Alberto Romero Ferrer estudia en Escribir 1812 el reflejo de la Constitución de Cádiz en la República de las Letras

18 marzo, 2012 01:00

Alberto Romero Ferrer, autor de Escribir 1812.

¿Qué papel han tenido los libros en la construcción de la imagen que nos ha llegado de la Constitución de 1812? Más importante aún: ¿Qué papel han tenido en la consecución misma de las transformaciones políticas que propugnaba? Alberto Romero Ferrer, doctor en Filología Hispánica y director de este departamento en la Universidad de Cádiz, responde a estas y otras preguntas en Escribir 1812. Memoria histórica (editado por la Fundación José Manuel Lara) a través del estudio del bagaje literario que ha acumulado la Pepa desde antes incluso de su promulgación hasta nuestros días: desde Jovellanos a Pérez-Reverte, pasando por Mesonero Romanos, Galdós, Menéndez Pelayo, Blasco Ibáñez, Salillas, Pemán, Alberti, Buero Vallejo y muchos otros. Como indica su autor, pocos problemas políticos o históricos han suscitado tantas miradas literarias en la cultura española. A continuación reproducimos un fragmento en el que Romero Ferrer analiza la instrumentalización política de la Guerra de la Independencia y las Cortes de Cádiz por las dos Españas enfrentadas en la convulsa primera mitad del siglo XX.




CAPÍTULO 4

EL SIGLO XX: LAS CONTRADICCIONES DE 1812

LA CONSTITUCIÓN DE CÁDIZ FRENTE A LAS CONVULSIONES POLÍTICAS DEL SIGLO XX


Agustina de Aragón,
bravas hembras de Numancia,
de Cádiz y de Gerona,
heroicas hijas de España
abandonad vuestras tumbas
...........................
para ganar la batalla.
NICOLASA GIMÉNEZ,
"Madrileñas, ¡a las armas!", 1937


Parece que los españoles hemos perdido conciencia de este hecho, y recobrarla es tanto que enfrentarse, desde una situación de especial pureza, con nuestros viejos y nuevos problemas, porque de la onda cuyo centro está en las Cortes que promulgaron la Constitución de 1812 no hemos salido todavía.
ENRIQUE TIERNO GALVÁN,
Antología de las Actas de las Cortes de Cádiz, 1964

Si el ensayo de Salillas había supuesto una mirada renovadora sobre 1812 y todo el proceso constitucional gaditano como trasunto de su contemporaneidad -la España de Fin de Siglo-, aquellos mismos "dominadores teocráticos y político-jurídicos" a los que se refiere el autor lejos de haber templado posturas, un siglo después, continuaban marcando los ritmos de la vida social y política del país, dentro de un cada vez más agitado y exaltado contexto, que desembocará en lo que llegará a denominarse como "Segunda Guerra de la Independencia": la Guerra Civil del 36. Una expresión compartida por los dos bandos opuestos. Por eso, más allá de las inquietudes regeneracionistas de una buena parte de la intelectualidad del país, la alternancia de diferentes ciclos políticos durante la primera mitad del siglo -la dictadura de Primo de Rivera, la Segunda República (el Bienio Reformista, el Bienio Radical-Cedista, las elecciones del 36 y el Frente Popular), y el régimen franquista- va a conllevar un duro enfrentamiento ideológico y social entre esas diferentes fuerzas, del que las Cortes de Cádiz van a participar como parte del problema histórico que, según el pensamiento de figuras como José María Pemán -Cartas a un escéptico en materia de formas de gobierno (1935), había provocado una revolución como la gaditana, tan contraria a los principios de la auténtica España.

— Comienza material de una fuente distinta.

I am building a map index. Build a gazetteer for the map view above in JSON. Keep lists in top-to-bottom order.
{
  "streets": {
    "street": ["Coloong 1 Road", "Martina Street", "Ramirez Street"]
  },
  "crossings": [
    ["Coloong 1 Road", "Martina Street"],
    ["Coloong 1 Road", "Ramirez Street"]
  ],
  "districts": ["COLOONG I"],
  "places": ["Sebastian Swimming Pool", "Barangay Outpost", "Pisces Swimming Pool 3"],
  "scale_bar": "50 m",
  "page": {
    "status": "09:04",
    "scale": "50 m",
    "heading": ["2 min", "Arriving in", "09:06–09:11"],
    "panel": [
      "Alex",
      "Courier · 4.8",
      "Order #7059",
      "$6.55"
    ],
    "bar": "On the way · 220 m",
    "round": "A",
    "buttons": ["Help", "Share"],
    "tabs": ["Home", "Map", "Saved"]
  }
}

El pensamiento pemaniano era una respuesta en toda regla a los intentos fallidos por parte de los sectores republicanos y liberales de la izquierda de recuperar la herencia más democrática de 1812, sobre la que no hubo ningún tipo de consensos en torno, por ejemplo, a la conmemoración del primer centenario constitucional (1910-1912), lo que desde un punto de vista simbólico suponía la desintegración de toda posibilidad de reformar el sistema político de la Restauración, ahora sumido en una profunda crisis, a pesar de las exaltaciones españolistas de los años de la dictadura de Primo de Rivera. Un periodo en el que se pretenderá, sin éxito alguno, una instrumentalización política de la Guerra de la Independencia, cuya presencia en la literatura y la historiografía no termina de encajar respecto a los intereses del poder político del momento. Una prueba de este tipo de desajustes es la publicación, por ejemplo, de una obra como la Vida y milagros de Fernando VII, sacados nuevamente a la devoción pública (1929), una historia novelada de Diego San José en torno a la figura del Deseado, cuyo retrato de la monarquía sorprende por su dureza y una fuerza crítica que contrastaba con el discurso oficial en torno a esa misma institución, máxime cuando el autor no esconde sus propósitos al comparar el pasado con el presente.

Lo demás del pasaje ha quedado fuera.